In the work described here, we extend the LAMDA algorithm from purely atom-based alignment of pairs of molecules to the alignment of datasets of two or more molecules based on common pharmacophoric and pharmacosteric features and the generation of a hypermolecule. The hypermolecule not only aids in alignment of the dataset, but also supports subsequent generation of partial-match 3D search queries.

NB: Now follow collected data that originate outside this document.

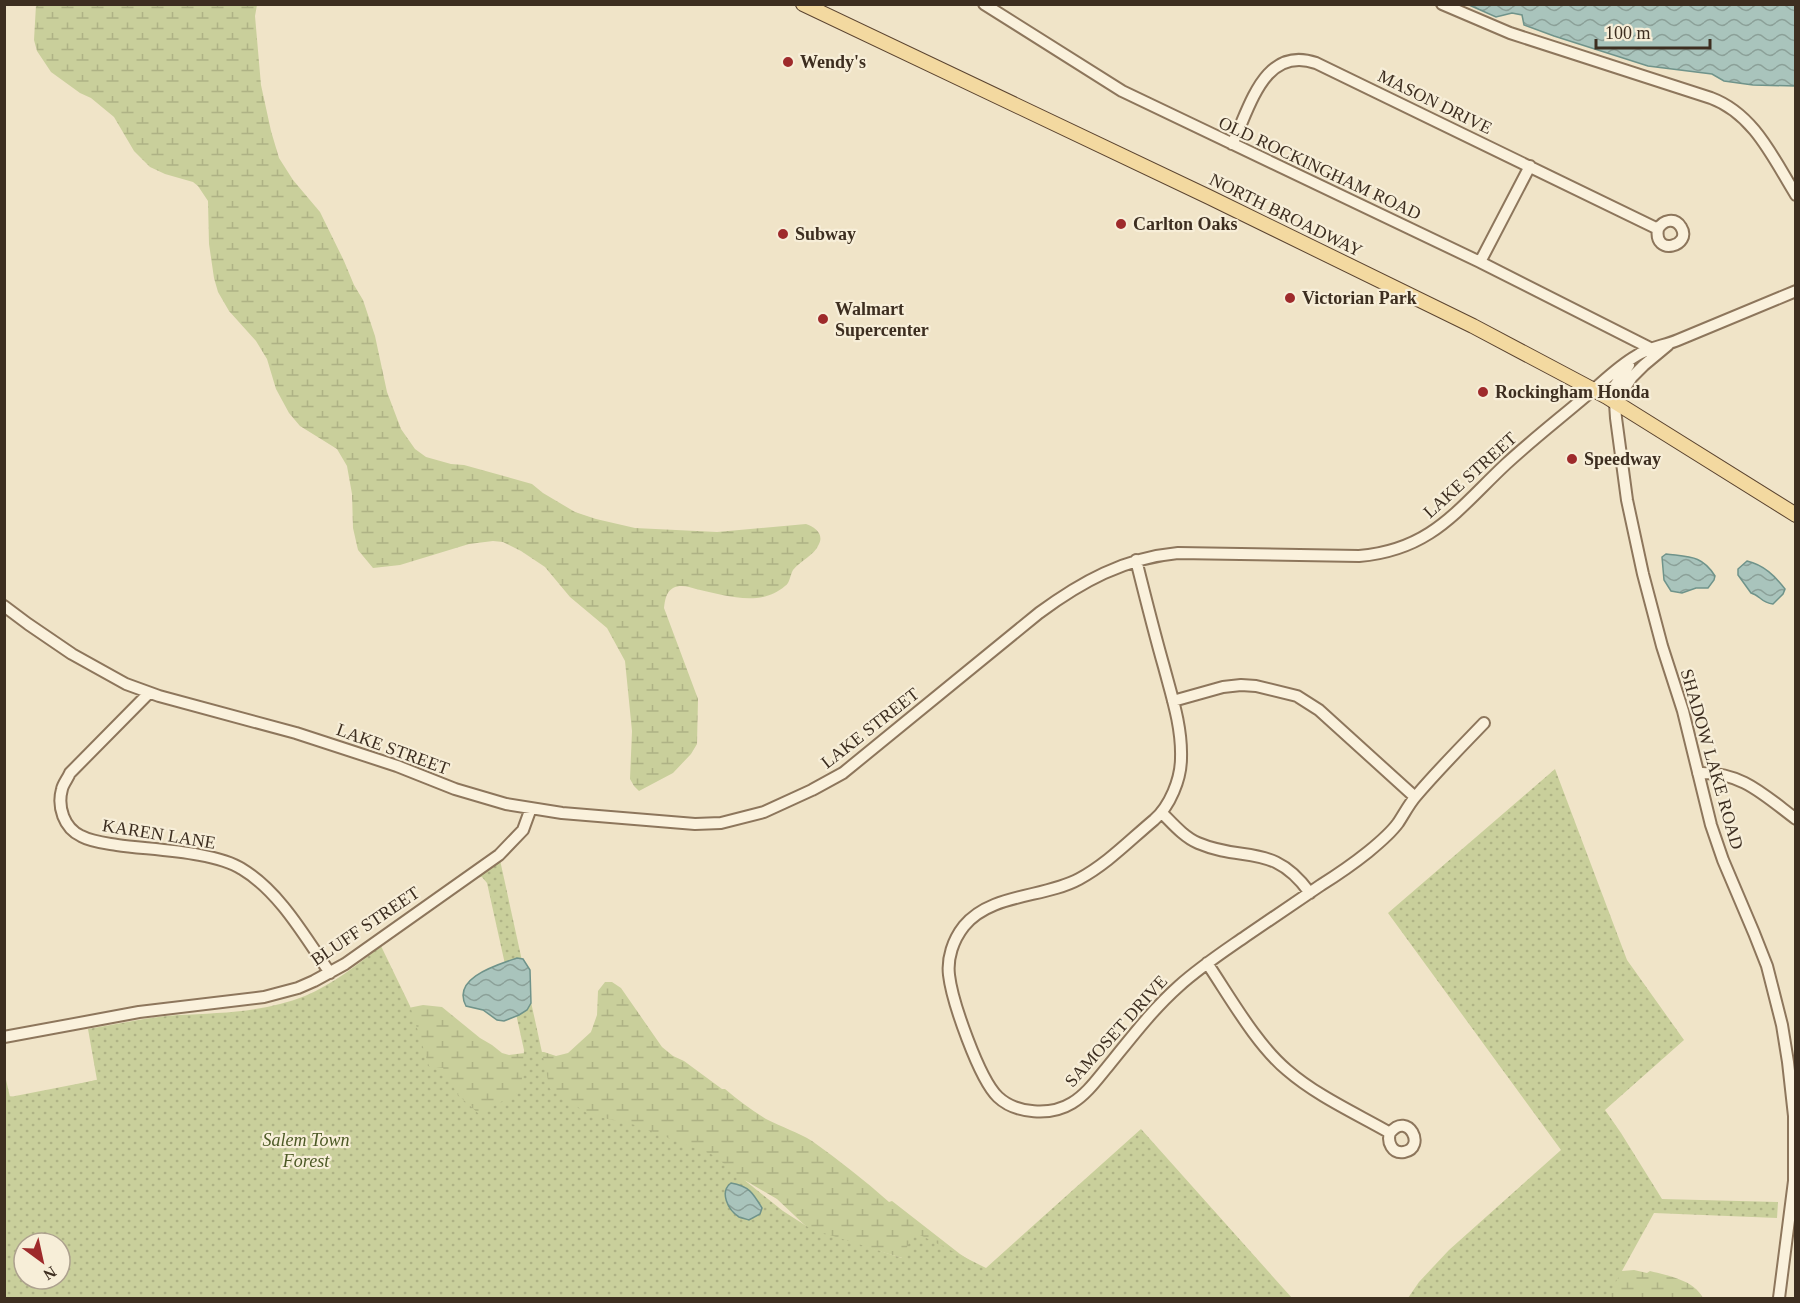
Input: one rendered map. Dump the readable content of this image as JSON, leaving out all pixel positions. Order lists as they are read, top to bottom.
{
  "streets": {
    "main road": ["NORTH BROADWAY"],
    "street": [
      "MASON DRIVE",
      "OLD ROCKINGHAM ROAD",
      "LAKE STREET",
      "SHADOW LAKE ROAD",
      "KAREN LANE",
      "BLUFF STREET",
      "SAMOSET DRIVE"
    ]
  },
  "crossings": [
    ["MASON DRIVE", "OLD ROCKINGHAM ROAD"],
    ["OLD ROCKINGHAM ROAD", "LAKE STREET"],
    ["NORTH BROADWAY", "LAKE STREET"],
    ["NORTH BROADWAY", "SHADOW LAKE ROAD"],
    ["LAKE STREET", "KAREN LANE"],
    ["LAKE STREET", "BLUFF STREET"],
    ["LAKE STREET", "SAMOSET DRIVE"],
    ["KAREN LANE", "BLUFF STREET"]
  ],
  "parks": ["Salem Town Forest"],
  "places": [
    "Wendy's",
    "Carlton Oaks",
    "Subway",
    "Victorian Park",
    "Walmart Supercenter",
    "Rockingham Honda",
    "Speedway"
  ],
  "scale_bar": "100 m",
  "north": "bottom right"
}
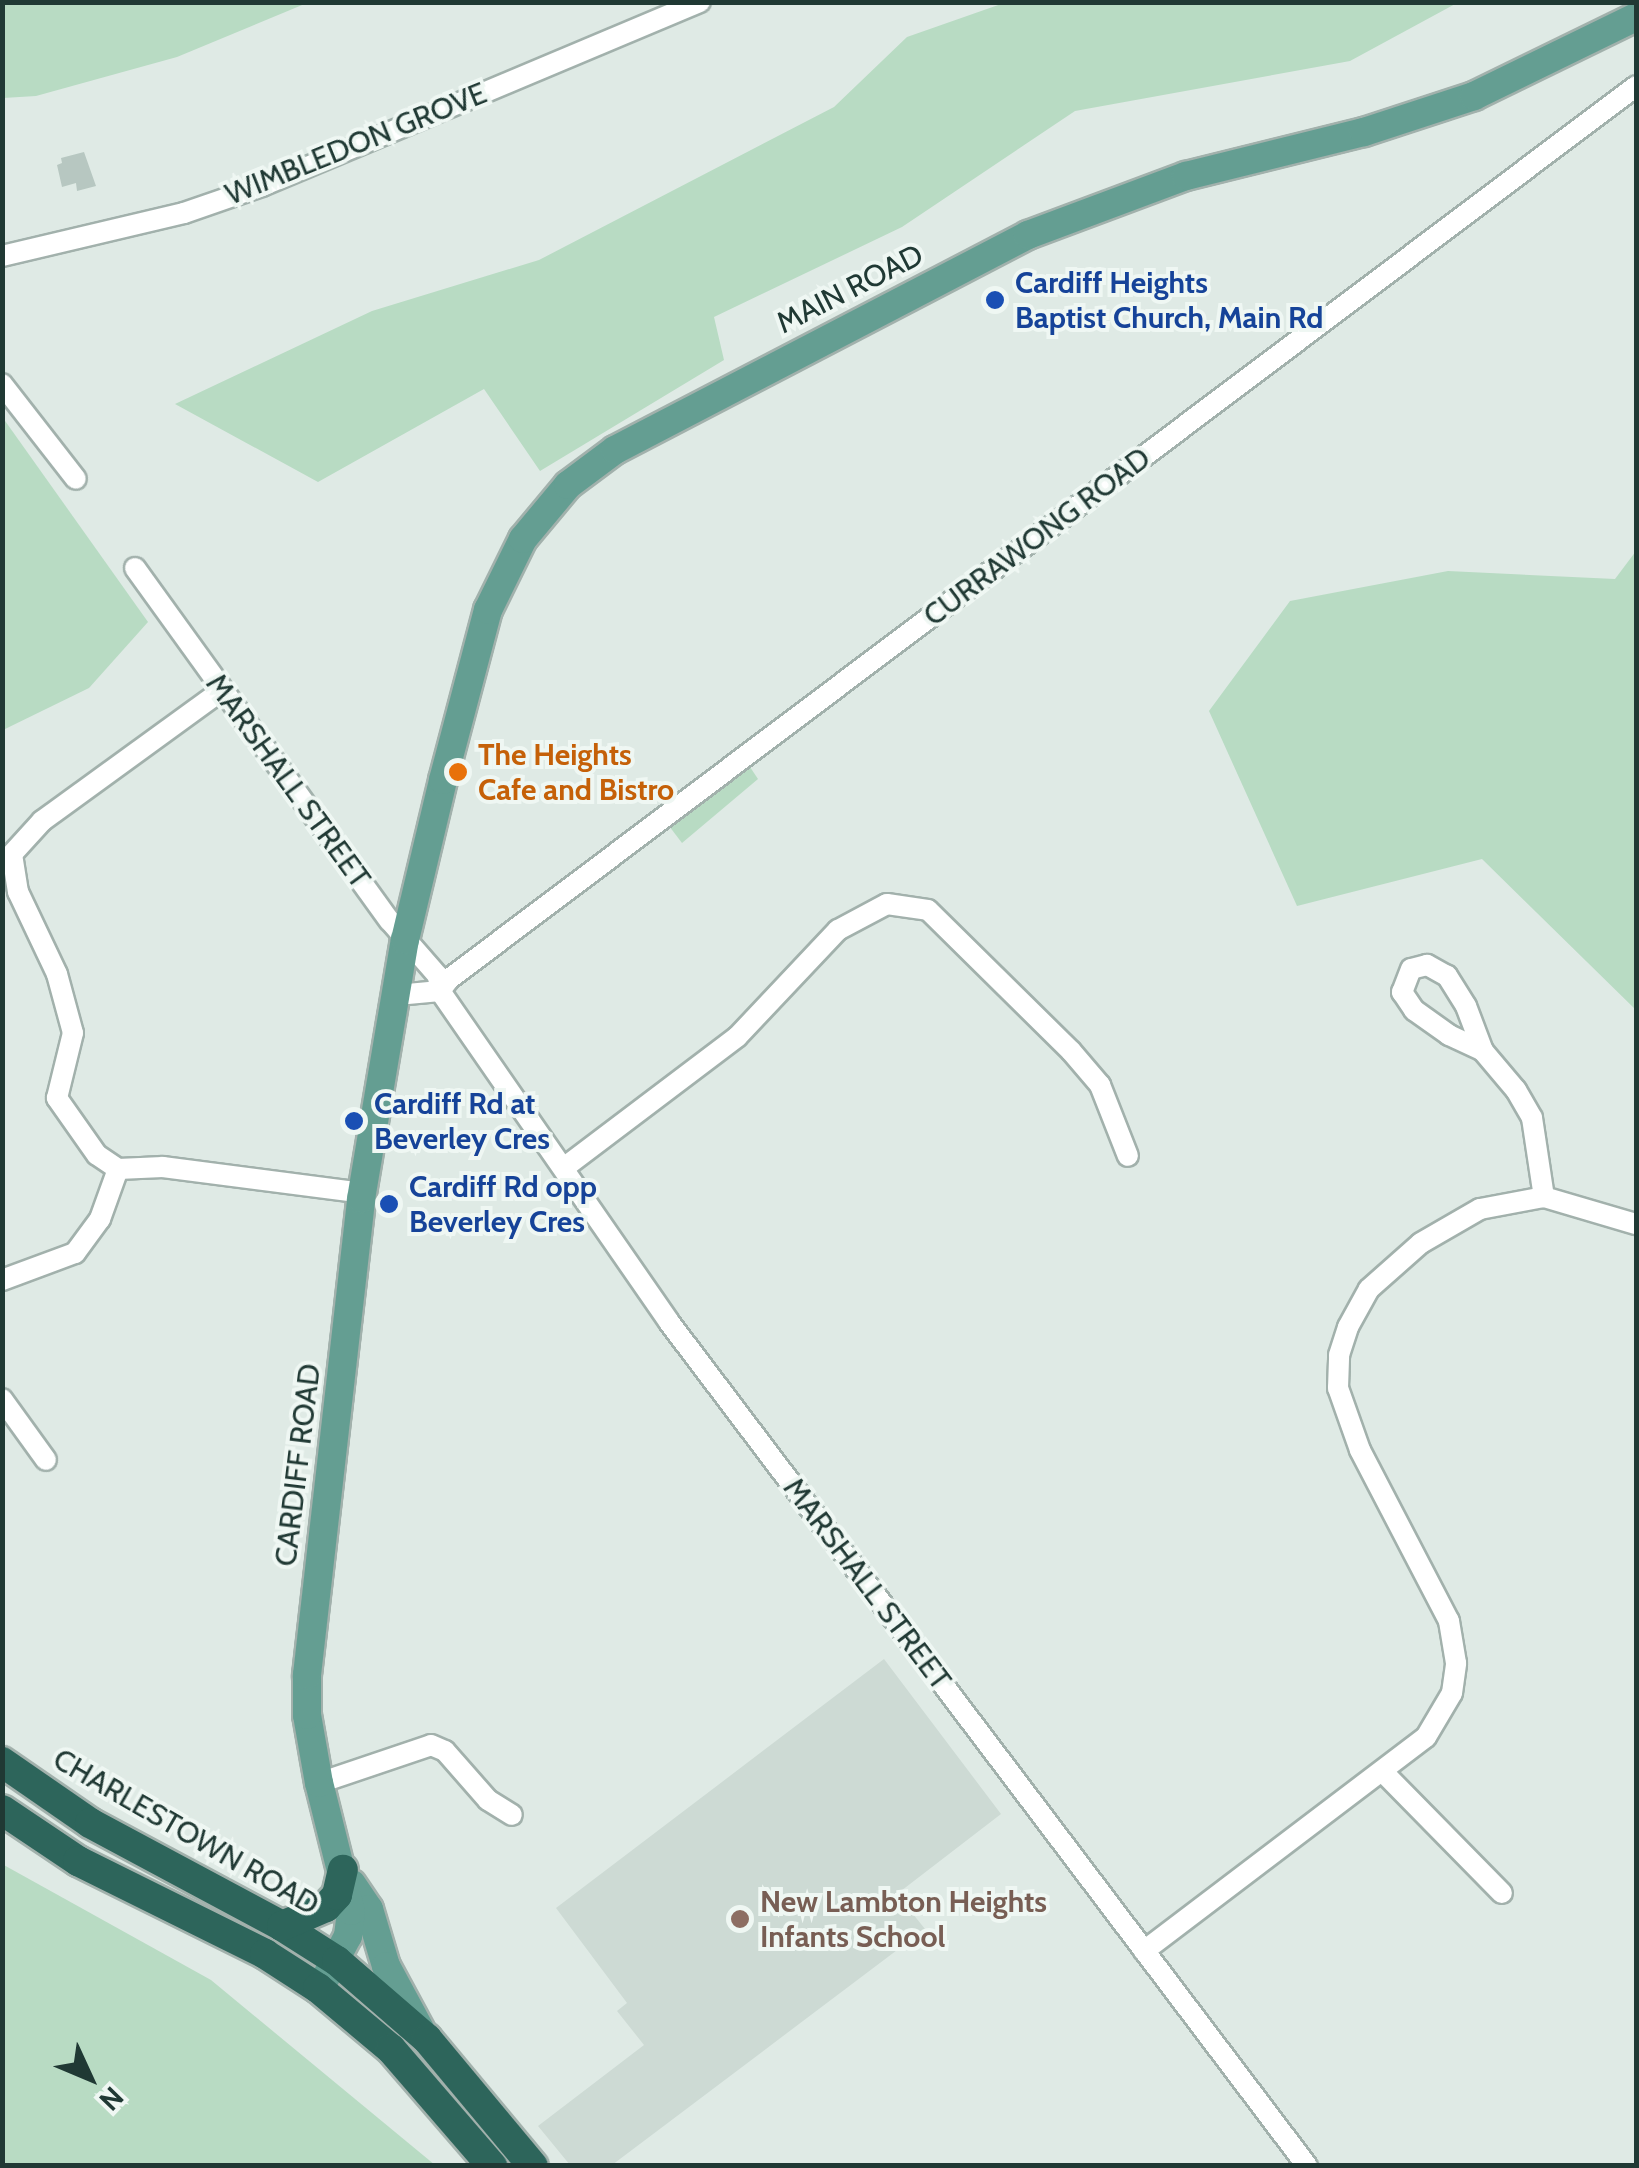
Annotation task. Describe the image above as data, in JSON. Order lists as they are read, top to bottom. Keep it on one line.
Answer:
{"streets":{"highway":["CHARLESTOWN ROAD"],"main road":["MAIN ROAD","CARDIFF ROAD"],"street":["WIMBLEDON GROVE","CURRAWONG ROAD","MARSHALL STREET"]},"crossings":[["MAIN ROAD","MARSHALL STREET"],["MAIN ROAD","CARDIFF ROAD"],["CURRAWONG ROAD","MARSHALL STREET"],["MARSHALL STREET","CARDIFF ROAD"],["CARDIFF ROAD","CHARLESTOWN ROAD"]],"places":["Cardiff Heights Baptist Church, Main Rd","The Heights Cafe and Bistro","Cardiff Rd at Beverley Cres","Cardiff Rd opp Beverley Cres","New Lambton Heights Infants School"],"north":"bottom right"}
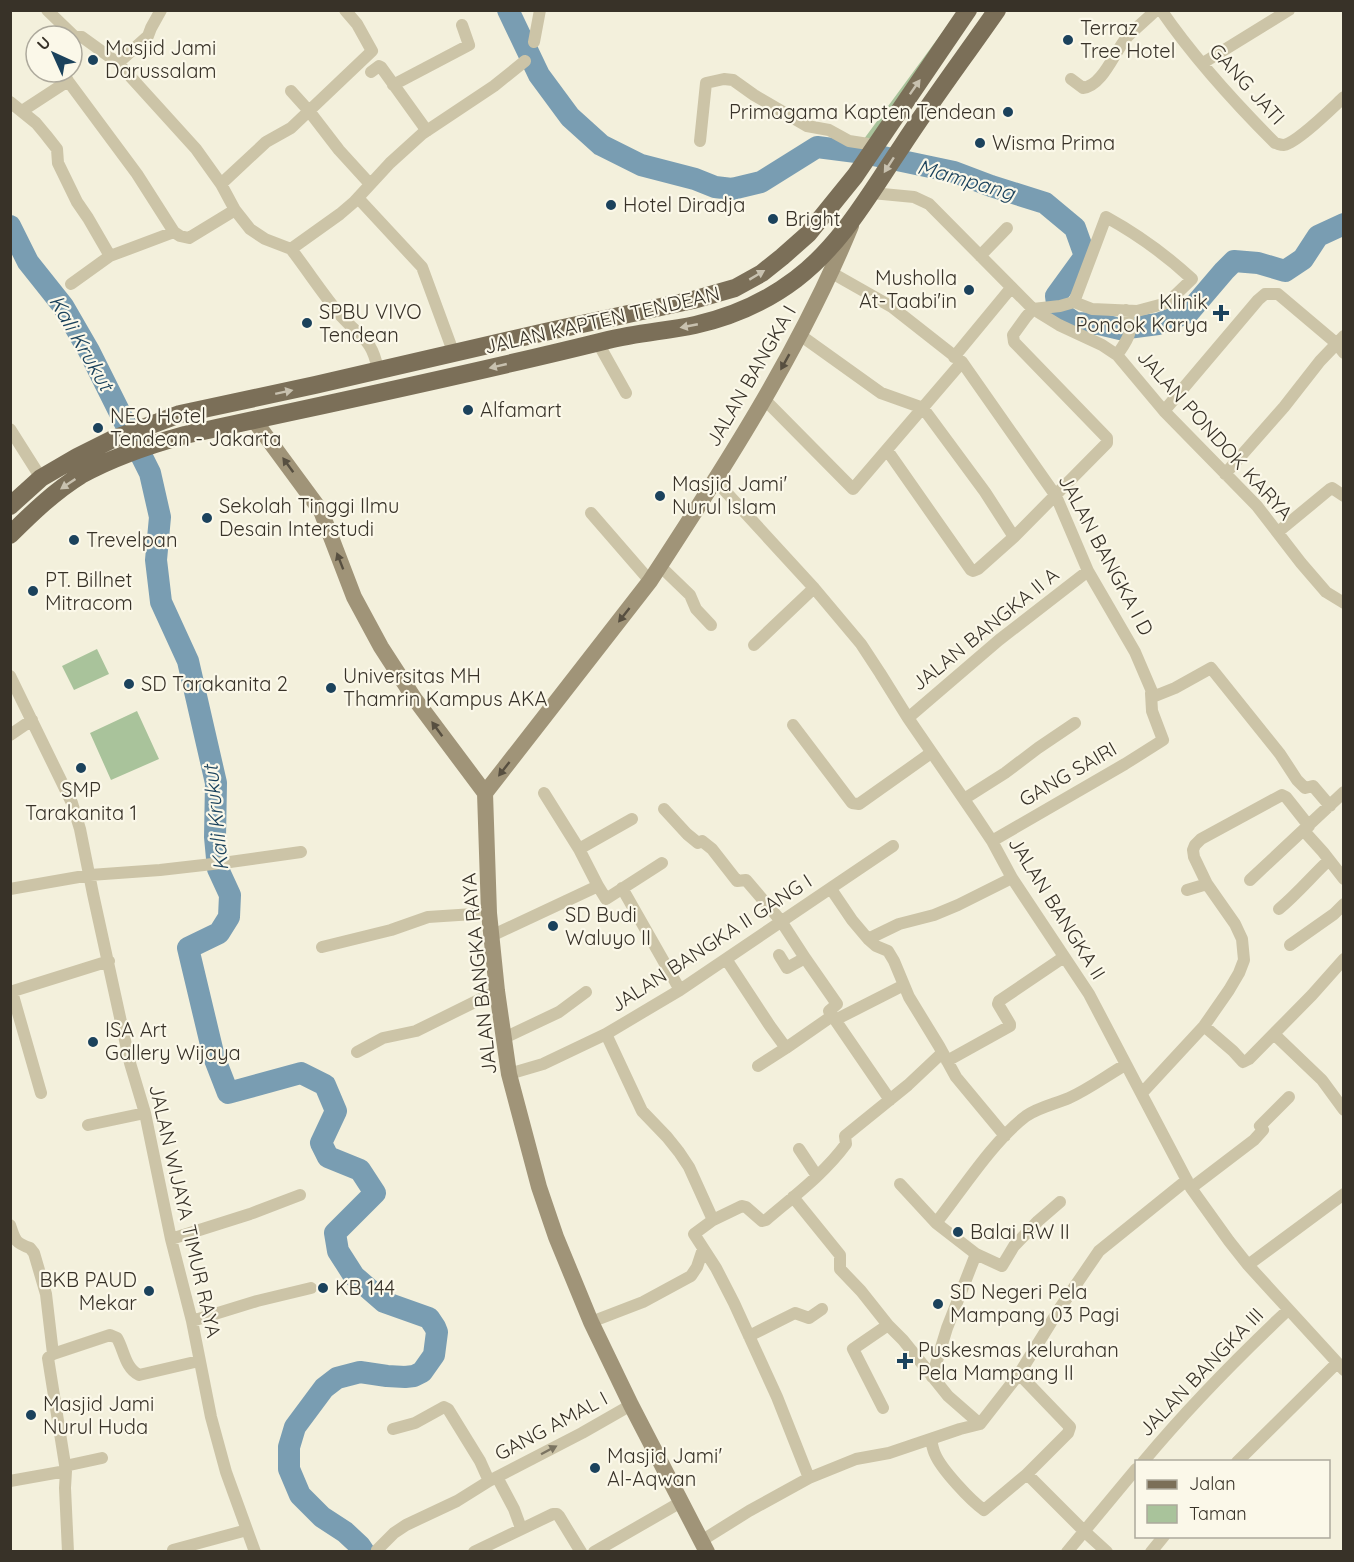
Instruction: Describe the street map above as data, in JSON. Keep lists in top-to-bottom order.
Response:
{
  "streets": {
    "main road": ["JALAN KAPTEN TENDEAN"],
    "street": [
      "GANG JATI",
      "JALAN BANGKA I",
      "JALAN PONDOK KARYA",
      "JALAN BANGKA I D",
      "JALAN BANGKA II A",
      "GANG SAIRI",
      "JALAN BANGKA II",
      "JALAN BANGKA II GANG I",
      "JALAN BANGKA RAYA",
      "JALAN WIJAYA TIMUR RAYA",
      "JALAN BANGKA III",
      "GANG AMAL I"
    ]
  },
  "crossings": [
    ["JALAN KAPTEN TENDEAN", "JALAN BANGKA I"],
    ["JALAN KAPTEN TENDEAN", "JALAN PONDOK KARYA"],
    ["JALAN BANGKA I", "JALAN BANGKA I D"],
    ["JALAN BANGKA I", "JALAN BANGKA II"],
    ["JALAN BANGKA I", "JALAN BANGKA RAYA"],
    ["JALAN BANGKA I D", "JALAN BANGKA II A"],
    ["JALAN BANGKA I D", "GANG SAIRI"],
    ["JALAN BANGKA II A", "JALAN BANGKA II"],
    ["GANG SAIRI", "JALAN BANGKA II"],
    ["JALAN BANGKA II", "JALAN BANGKA III"],
    ["JALAN BANGKA II GANG I", "JALAN BANGKA RAYA"],
    ["JALAN BANGKA RAYA", "GANG AMAL I"]
  ],
  "one_way": ["GANG AMAL I"],
  "water": ["Mampang", "Kali Krukut"],
  "places": {
    "other": [
      "Terraz Tree Hotel",
      "Masjid Jami Darussalam",
      "Primagama Kapten Tendean",
      "Wisma Prima",
      "Hotel Diradja",
      "Bright",
      "Musholla At-Taabi'in",
      "SPBU VIVO Tendean",
      "Alfamart",
      "NEO Hotel Tendean - Jakarta",
      "Masjid Jami' Nurul Islam",
      "Sekolah Tinggi Ilmu Desain Interstudi",
      "Trevelpan",
      "PT. Billnet Mitracom",
      "SD Tarakanita 2",
      "Universitas MH Thamrin Kampus AKA",
      "SMP Tarakanita 1",
      "SD Budi Waluyo II",
      "ISA Art Gallery Wijaya",
      "Balai RW II",
      "KB 144",
      "BKB PAUD Mekar",
      "SD Negeri Pela Mampang 03 Pagi",
      "Masjid Jami Nurul Huda",
      "Masjid Jami' Al-Aqwan"
    ],
    "health": ["Klinik Pondok Karya", "Puskesmas kelurahan Pela Mampang II"]
  },
  "legend": ["Jalan", "Taman"],
  "north": "top left"
}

The core structure of the algorithm is very similar. However, we now seek molecular alignments that maximize the overlay of similar features in terms of feature interaction strengths and steric environment in which each feature finds itself. So we first identify a one-to-one correspondence between pairs of features, one from each of the two (hyper)molecules, then use the set of feature-feature correspondences identified to calculate a Procrustes transformation that superimposes the two (hyper)molecules so as to maximize the overlay of the corresponding features. As is the case with atom-based alignment, this set may include geometrically inappropriate feature-to-feature correspondences that could unduly compromise the quality of the molecular overlay if included in the calculation of the Procrustes transformation. Hence several filter and refinement steps are used to identify and eliminate such deleterious correspondences. One filter discards any correspondences where either feature has a local mirror image within its molecule, and another discards any feature-feature correspondences that do not respect distance constraints.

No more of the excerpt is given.